Give only a number in reply. It should be how many lines in the records contain the string "Vincenzo".

[Dataset entries]
-- -- --
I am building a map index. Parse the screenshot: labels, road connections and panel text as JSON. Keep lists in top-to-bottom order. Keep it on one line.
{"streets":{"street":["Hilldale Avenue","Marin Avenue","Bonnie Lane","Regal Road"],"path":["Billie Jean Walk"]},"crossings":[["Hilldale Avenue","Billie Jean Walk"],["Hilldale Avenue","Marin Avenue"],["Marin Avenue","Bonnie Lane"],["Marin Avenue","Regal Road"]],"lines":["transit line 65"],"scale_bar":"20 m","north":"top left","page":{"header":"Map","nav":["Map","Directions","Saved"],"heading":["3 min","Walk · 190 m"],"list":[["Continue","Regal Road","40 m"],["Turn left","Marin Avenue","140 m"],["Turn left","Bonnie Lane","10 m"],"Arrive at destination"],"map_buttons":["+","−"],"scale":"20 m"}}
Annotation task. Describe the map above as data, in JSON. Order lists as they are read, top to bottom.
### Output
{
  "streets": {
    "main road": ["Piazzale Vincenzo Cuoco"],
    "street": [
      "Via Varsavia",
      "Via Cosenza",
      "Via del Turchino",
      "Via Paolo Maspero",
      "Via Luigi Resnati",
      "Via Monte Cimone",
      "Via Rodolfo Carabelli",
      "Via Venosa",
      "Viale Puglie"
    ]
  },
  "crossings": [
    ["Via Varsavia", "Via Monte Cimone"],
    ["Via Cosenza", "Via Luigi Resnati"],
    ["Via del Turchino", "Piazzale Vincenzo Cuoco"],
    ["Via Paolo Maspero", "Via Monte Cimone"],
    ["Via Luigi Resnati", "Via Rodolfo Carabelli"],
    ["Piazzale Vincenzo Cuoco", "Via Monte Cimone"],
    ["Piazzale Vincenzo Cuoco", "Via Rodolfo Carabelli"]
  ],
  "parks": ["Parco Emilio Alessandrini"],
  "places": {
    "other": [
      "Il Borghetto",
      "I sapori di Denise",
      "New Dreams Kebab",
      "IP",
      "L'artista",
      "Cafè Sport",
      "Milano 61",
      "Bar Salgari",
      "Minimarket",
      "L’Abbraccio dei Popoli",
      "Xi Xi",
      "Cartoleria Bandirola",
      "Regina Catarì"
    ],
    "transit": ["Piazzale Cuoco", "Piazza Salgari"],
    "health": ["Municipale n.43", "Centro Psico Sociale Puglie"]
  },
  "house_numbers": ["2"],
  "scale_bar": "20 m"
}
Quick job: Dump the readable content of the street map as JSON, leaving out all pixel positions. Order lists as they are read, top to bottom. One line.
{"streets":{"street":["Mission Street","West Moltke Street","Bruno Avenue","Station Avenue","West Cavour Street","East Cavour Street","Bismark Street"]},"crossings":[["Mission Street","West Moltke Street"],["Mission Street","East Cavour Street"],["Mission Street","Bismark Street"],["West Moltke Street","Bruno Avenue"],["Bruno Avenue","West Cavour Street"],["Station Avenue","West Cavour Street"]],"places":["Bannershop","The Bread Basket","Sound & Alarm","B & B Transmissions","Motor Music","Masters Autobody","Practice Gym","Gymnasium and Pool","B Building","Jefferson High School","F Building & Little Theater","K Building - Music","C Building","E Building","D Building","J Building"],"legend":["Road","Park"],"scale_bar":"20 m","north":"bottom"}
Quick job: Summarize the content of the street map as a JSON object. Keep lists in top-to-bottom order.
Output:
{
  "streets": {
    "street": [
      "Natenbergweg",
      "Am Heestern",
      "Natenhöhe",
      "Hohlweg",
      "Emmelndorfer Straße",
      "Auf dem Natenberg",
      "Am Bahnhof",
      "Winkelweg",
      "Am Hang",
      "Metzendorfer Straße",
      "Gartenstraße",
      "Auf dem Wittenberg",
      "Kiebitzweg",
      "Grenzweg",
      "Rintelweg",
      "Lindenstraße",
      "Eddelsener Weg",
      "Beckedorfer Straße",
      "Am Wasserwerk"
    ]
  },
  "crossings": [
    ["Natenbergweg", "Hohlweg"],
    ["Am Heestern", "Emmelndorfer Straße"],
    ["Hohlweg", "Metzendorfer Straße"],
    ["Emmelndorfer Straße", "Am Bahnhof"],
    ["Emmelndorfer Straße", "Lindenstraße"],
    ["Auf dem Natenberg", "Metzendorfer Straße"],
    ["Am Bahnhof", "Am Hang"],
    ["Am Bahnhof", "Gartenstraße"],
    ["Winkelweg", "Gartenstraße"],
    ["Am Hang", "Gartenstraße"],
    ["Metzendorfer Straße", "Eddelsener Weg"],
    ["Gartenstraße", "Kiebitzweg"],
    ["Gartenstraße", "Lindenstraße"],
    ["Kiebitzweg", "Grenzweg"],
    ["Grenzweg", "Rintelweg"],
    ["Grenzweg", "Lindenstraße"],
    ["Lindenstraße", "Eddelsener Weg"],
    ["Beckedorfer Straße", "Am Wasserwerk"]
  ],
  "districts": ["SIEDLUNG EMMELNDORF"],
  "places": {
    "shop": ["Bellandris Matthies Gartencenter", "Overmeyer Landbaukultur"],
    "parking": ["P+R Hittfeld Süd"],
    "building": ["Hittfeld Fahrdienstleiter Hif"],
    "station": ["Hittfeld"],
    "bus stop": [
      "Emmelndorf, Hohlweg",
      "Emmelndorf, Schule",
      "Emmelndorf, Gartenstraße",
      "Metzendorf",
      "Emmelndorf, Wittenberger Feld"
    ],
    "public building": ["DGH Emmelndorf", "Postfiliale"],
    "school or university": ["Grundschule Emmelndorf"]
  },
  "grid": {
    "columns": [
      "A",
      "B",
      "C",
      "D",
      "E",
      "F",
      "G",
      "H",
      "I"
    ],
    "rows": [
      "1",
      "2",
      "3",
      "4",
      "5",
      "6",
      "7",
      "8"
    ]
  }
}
-- -- --
_EXERCISE RESULT_: 4